(Beginning of Exercise materials)
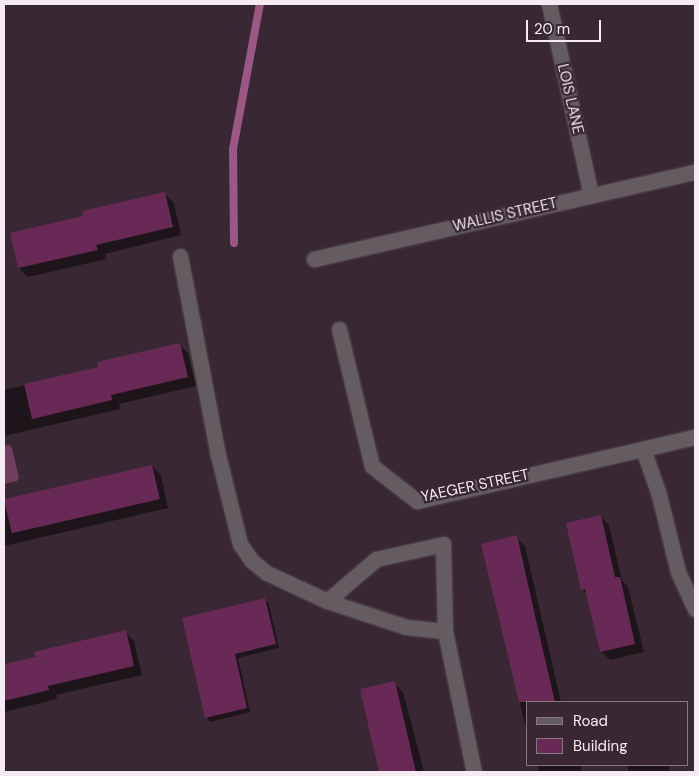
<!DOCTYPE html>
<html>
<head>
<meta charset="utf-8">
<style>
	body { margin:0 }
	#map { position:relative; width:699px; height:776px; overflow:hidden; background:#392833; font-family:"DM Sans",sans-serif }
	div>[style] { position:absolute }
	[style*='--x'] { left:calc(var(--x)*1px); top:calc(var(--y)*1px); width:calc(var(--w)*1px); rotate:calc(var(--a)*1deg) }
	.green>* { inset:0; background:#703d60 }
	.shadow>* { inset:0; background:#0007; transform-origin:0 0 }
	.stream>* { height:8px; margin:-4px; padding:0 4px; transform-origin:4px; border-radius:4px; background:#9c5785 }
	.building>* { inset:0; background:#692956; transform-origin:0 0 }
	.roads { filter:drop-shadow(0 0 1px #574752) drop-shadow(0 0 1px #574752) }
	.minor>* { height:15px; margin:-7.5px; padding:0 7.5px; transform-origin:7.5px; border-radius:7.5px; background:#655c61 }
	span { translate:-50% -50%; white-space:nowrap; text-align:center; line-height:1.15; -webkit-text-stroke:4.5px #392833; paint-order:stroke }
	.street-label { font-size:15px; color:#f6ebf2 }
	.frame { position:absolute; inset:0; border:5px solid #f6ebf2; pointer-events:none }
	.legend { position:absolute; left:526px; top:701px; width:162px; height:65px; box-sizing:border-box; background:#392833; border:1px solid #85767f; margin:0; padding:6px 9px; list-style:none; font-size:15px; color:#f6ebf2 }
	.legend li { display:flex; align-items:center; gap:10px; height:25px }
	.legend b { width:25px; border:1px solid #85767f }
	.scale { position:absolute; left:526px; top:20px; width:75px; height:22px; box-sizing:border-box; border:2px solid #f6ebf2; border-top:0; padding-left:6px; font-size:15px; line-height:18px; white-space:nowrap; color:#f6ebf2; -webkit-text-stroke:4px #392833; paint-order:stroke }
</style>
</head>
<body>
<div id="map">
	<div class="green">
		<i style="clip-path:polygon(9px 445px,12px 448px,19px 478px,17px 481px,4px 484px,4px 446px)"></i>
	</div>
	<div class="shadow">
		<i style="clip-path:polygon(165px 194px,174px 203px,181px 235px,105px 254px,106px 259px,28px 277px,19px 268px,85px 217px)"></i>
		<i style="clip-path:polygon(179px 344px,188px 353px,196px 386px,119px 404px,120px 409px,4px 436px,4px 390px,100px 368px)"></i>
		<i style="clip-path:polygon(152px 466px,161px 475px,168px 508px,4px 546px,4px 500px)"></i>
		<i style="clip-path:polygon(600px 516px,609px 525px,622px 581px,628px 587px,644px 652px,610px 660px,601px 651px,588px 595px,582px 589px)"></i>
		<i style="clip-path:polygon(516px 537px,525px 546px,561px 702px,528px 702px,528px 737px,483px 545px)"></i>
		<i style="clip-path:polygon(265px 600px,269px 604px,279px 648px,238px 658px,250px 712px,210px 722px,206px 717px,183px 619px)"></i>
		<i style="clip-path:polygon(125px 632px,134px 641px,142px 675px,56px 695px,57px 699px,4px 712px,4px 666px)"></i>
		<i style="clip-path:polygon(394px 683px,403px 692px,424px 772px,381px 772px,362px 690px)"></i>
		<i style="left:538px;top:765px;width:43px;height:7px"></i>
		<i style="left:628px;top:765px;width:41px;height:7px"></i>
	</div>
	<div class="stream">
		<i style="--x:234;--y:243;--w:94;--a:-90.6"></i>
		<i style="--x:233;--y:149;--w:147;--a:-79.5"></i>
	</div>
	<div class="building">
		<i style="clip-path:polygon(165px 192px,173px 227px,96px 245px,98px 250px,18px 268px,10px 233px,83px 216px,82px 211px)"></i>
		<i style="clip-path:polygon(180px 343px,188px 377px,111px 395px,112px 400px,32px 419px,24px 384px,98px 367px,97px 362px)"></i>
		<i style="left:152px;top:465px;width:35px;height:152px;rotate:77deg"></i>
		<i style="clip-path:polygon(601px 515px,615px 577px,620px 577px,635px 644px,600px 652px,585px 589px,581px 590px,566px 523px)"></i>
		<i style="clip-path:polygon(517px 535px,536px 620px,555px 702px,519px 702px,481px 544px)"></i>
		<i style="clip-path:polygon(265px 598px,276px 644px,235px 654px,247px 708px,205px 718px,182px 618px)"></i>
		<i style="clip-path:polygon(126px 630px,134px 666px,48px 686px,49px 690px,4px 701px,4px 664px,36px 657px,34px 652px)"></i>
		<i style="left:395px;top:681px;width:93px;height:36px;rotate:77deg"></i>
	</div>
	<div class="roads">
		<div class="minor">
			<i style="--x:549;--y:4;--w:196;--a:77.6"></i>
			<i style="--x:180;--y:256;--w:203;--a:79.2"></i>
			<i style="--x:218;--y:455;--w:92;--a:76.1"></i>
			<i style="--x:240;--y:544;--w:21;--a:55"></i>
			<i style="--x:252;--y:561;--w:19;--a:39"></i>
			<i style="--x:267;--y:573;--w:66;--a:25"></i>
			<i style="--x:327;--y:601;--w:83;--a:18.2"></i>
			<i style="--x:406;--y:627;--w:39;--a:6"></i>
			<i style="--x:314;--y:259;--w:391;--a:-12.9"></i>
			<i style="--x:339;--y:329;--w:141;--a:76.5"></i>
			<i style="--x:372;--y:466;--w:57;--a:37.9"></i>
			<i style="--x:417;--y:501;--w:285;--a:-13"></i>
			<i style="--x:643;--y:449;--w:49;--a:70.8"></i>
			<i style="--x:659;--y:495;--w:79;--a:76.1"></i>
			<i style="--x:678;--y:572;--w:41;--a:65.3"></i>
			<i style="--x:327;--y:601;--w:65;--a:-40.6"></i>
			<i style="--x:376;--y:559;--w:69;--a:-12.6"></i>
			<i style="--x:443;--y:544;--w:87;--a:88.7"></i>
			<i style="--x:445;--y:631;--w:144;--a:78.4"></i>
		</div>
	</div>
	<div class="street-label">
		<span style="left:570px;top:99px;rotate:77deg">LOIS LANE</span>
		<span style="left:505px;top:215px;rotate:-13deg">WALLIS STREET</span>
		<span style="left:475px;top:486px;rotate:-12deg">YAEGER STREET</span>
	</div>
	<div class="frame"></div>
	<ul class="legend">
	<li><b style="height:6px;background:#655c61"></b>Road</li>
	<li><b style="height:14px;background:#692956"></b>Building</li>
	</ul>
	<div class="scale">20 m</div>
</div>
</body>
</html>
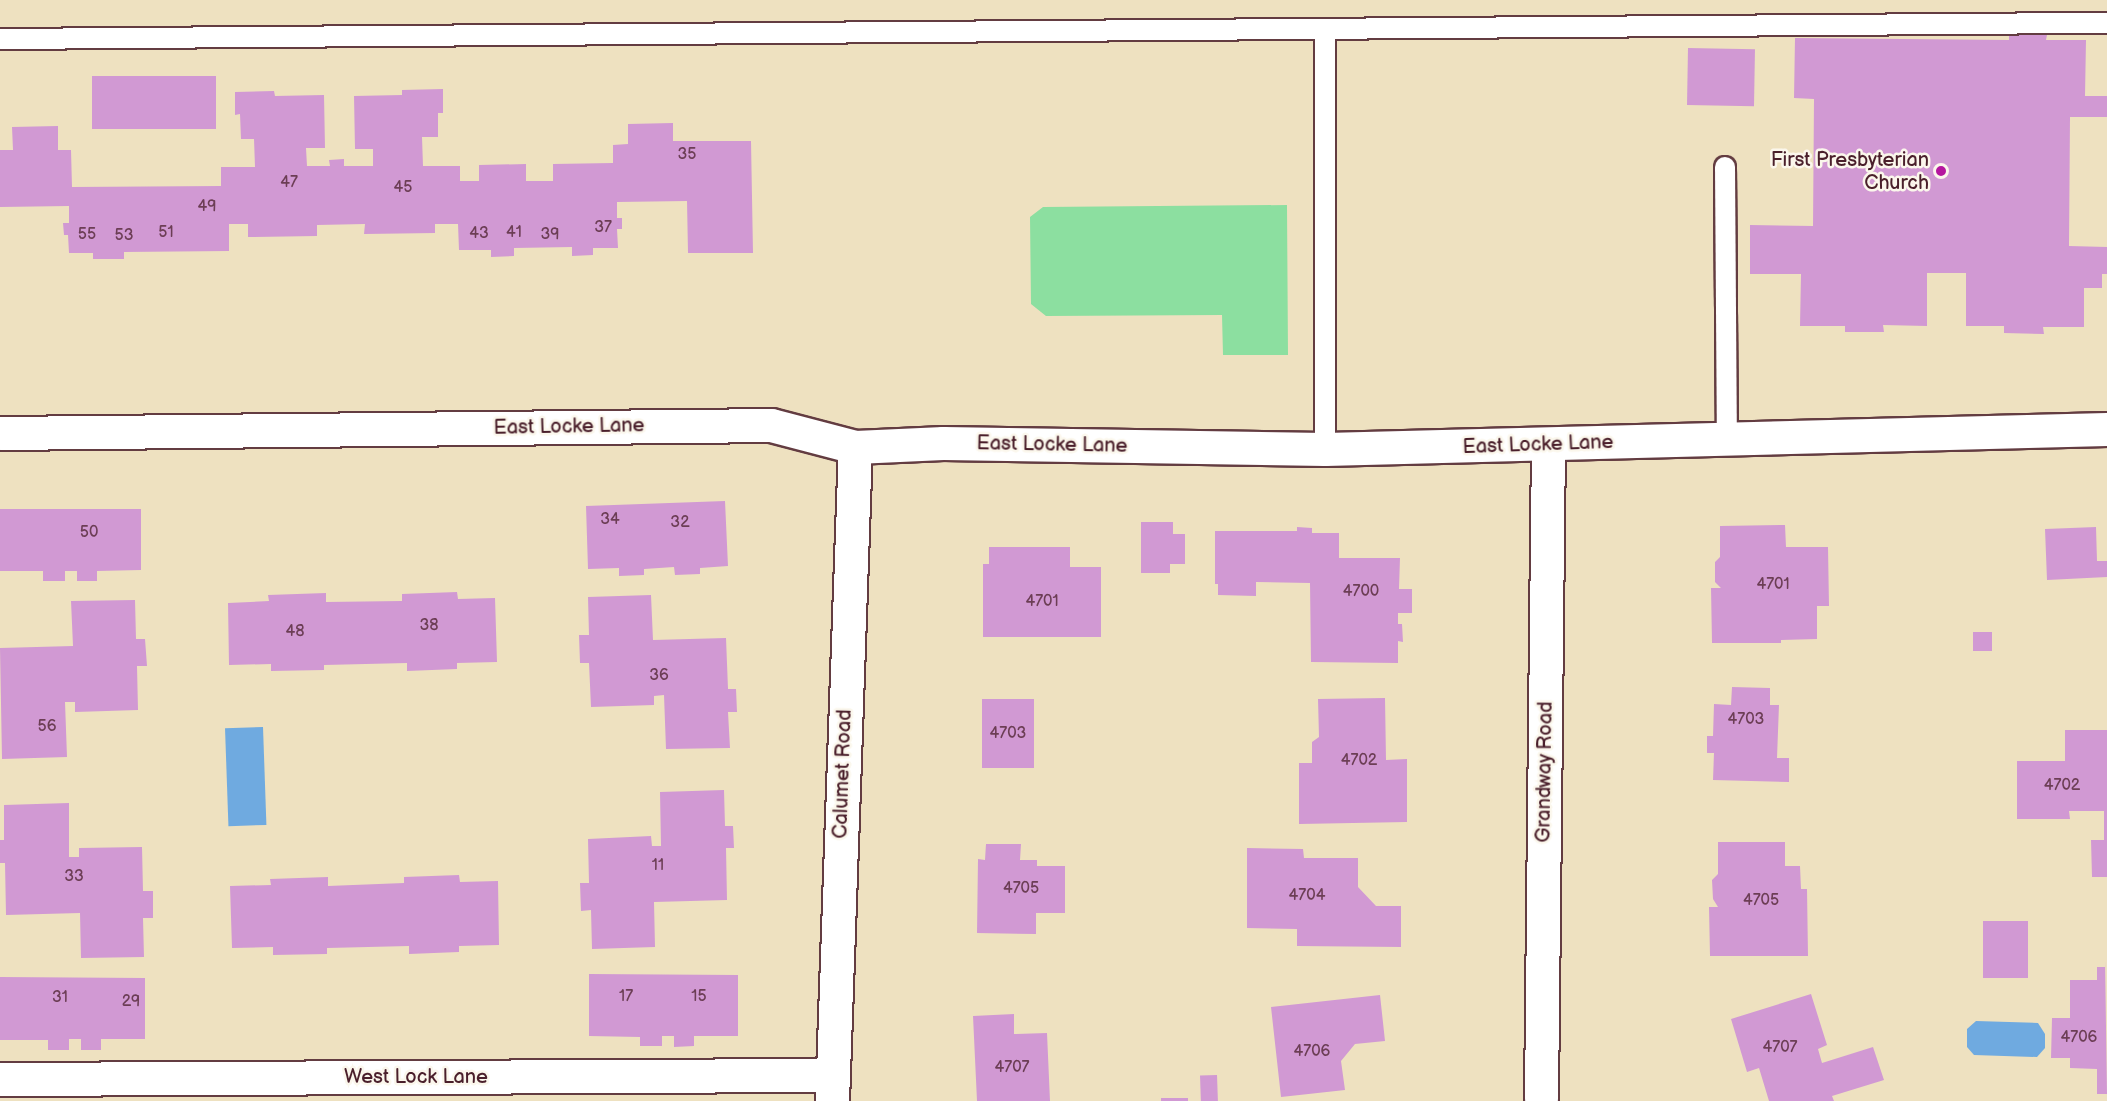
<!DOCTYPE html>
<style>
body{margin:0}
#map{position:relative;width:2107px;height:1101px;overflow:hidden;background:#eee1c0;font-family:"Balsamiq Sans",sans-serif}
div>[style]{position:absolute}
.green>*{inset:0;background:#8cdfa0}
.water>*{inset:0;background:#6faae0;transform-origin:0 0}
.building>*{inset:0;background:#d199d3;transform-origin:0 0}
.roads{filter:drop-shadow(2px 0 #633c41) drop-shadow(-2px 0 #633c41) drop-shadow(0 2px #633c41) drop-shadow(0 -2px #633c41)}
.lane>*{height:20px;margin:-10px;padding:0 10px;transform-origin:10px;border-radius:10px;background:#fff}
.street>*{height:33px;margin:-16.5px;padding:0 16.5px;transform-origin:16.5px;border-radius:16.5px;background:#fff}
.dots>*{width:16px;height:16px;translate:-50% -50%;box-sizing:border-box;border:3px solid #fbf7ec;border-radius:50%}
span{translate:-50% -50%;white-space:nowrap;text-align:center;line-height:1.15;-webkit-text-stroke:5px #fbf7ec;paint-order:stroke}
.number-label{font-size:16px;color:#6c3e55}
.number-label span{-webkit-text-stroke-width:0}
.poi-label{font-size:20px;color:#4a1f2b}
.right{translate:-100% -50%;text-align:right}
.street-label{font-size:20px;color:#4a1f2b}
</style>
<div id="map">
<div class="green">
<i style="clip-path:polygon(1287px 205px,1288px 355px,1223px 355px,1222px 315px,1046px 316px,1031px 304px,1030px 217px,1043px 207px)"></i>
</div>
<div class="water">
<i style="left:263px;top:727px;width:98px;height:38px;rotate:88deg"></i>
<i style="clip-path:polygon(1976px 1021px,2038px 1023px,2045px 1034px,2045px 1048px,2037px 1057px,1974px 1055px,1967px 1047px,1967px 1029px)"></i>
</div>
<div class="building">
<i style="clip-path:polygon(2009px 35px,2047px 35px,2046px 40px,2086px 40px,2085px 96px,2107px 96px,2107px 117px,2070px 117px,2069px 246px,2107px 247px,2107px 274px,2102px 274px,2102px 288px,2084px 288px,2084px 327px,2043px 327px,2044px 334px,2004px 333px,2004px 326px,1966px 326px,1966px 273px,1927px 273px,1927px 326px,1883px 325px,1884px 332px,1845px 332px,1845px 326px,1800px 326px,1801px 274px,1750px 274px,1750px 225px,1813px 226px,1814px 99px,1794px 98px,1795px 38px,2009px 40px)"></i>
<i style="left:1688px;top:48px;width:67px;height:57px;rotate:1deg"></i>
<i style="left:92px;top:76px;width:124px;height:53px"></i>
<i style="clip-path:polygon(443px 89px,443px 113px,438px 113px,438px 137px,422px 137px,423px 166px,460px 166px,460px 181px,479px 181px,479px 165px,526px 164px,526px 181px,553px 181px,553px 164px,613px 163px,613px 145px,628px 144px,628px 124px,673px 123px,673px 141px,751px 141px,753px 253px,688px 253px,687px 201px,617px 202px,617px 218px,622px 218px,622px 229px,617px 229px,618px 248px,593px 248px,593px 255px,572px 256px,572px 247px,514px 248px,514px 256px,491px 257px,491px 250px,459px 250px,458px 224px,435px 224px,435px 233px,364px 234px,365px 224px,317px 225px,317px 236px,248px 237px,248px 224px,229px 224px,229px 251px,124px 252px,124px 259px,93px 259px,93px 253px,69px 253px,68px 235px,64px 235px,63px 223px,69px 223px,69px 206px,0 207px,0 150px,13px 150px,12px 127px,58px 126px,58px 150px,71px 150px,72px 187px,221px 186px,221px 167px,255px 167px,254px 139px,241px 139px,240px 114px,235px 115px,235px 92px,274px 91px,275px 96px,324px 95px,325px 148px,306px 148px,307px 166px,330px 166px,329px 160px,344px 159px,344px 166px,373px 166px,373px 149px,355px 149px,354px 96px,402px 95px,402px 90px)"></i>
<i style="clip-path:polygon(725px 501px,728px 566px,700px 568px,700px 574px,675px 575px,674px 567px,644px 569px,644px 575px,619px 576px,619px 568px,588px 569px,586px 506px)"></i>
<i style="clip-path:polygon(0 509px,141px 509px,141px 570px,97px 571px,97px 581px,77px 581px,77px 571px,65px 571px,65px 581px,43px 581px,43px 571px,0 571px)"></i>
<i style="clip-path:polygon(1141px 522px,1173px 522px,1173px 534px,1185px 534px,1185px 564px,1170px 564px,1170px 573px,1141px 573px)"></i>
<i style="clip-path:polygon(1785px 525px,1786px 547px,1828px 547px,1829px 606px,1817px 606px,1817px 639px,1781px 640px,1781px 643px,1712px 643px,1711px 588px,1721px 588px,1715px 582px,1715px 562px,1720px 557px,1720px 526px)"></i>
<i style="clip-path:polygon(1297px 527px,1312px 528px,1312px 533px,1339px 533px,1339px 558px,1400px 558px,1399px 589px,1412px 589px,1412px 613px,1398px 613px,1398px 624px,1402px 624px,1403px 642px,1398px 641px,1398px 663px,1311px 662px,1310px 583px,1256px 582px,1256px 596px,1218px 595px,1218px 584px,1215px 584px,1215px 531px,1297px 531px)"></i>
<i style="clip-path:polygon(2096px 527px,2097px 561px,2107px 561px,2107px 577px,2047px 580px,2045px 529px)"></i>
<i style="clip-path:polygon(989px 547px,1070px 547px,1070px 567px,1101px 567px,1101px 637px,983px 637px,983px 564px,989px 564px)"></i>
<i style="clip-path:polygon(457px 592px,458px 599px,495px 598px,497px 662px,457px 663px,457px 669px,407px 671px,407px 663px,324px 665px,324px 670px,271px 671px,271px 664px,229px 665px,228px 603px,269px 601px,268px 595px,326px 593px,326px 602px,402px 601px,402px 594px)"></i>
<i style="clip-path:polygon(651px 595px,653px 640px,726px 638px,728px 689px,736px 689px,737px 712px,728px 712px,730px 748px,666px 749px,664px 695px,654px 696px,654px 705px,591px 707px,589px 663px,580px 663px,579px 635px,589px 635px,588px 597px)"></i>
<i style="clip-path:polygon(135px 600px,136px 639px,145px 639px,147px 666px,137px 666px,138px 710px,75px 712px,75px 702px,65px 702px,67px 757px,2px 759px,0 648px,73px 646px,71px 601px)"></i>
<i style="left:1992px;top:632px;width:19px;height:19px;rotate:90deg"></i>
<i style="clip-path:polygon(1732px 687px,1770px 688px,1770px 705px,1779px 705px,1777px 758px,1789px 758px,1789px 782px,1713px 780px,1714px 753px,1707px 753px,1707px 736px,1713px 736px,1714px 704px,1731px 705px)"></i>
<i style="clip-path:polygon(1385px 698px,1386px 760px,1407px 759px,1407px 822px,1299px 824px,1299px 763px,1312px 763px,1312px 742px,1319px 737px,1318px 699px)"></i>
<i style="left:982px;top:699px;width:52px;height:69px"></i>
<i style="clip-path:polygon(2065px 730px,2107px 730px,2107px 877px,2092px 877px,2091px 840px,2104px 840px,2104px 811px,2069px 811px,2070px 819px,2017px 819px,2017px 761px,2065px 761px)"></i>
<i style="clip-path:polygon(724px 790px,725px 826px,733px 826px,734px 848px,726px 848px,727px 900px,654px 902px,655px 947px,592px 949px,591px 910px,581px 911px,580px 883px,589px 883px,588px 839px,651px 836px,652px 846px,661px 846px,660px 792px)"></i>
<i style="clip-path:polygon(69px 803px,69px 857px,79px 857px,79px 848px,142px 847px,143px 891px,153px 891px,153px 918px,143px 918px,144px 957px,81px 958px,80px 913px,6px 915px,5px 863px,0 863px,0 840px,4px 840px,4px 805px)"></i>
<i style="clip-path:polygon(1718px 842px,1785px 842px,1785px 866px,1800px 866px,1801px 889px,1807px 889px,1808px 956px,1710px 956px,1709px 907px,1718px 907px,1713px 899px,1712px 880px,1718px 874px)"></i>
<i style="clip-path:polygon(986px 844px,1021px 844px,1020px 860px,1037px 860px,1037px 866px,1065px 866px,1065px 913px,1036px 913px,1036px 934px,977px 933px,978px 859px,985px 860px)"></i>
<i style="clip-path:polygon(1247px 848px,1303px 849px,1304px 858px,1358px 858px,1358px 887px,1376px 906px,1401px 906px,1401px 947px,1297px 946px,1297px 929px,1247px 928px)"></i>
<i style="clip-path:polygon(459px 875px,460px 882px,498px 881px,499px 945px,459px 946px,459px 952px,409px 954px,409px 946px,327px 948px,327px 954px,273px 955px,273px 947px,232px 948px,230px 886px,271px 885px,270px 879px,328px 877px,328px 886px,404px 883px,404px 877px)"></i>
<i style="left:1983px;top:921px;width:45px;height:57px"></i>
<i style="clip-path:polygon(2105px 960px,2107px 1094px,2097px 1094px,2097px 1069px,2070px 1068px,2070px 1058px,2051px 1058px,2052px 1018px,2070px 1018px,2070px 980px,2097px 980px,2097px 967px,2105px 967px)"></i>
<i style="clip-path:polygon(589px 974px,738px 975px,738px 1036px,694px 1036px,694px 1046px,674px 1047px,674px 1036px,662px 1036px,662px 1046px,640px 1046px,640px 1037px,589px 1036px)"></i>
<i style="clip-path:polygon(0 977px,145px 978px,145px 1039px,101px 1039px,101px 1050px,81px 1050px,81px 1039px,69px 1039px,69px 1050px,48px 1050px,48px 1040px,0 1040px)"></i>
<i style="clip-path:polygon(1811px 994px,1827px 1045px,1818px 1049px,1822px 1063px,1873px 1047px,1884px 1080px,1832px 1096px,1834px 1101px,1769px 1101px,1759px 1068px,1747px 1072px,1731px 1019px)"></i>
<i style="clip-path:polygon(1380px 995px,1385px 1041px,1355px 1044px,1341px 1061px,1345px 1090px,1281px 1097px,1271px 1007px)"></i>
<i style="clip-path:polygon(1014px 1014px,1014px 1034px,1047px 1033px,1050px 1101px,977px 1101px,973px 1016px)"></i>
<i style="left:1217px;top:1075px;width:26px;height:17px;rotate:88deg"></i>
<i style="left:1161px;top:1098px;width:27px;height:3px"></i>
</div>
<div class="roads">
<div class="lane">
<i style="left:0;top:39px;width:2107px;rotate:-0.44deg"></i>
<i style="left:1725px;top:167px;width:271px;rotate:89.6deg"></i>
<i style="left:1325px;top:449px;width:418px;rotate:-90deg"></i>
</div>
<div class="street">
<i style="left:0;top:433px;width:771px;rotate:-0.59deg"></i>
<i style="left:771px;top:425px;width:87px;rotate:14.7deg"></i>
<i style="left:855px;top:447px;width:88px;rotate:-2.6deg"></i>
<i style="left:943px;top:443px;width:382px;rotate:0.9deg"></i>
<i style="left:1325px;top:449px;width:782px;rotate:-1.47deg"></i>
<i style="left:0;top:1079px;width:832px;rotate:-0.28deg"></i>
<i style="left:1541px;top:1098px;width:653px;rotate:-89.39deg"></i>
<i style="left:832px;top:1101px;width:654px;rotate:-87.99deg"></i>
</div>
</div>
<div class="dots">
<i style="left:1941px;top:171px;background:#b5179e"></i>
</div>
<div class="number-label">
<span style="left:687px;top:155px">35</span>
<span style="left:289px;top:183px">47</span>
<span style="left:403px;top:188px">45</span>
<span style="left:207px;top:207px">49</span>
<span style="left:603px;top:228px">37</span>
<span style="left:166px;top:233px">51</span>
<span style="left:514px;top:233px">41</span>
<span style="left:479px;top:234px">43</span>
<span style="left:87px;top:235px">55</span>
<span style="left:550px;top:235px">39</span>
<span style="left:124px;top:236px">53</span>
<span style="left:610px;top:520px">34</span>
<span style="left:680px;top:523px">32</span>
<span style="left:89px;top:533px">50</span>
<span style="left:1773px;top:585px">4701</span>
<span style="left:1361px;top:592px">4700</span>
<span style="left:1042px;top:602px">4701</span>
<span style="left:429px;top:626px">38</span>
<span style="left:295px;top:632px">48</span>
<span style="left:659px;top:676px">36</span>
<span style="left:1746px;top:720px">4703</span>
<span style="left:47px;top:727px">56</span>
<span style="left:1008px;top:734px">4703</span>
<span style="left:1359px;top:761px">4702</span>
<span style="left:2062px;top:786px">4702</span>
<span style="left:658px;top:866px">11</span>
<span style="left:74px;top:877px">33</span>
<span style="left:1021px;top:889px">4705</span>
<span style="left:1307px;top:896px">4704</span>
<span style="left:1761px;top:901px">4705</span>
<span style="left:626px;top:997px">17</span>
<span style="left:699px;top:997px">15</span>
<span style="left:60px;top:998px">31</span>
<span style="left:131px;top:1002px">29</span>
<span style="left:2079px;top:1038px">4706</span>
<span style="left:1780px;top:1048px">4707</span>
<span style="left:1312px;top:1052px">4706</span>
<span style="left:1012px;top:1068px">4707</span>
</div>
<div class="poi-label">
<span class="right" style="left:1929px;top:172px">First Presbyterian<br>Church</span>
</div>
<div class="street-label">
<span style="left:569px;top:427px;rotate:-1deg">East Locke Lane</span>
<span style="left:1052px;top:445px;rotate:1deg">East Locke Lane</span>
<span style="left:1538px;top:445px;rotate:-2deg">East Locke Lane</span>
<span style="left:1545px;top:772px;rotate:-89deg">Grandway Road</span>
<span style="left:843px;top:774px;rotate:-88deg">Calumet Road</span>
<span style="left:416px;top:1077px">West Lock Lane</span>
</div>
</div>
(End of Exercise materials)
» What to do:
Say how many lines of the records contain the word "water", and give no other output.

» Your solution:
2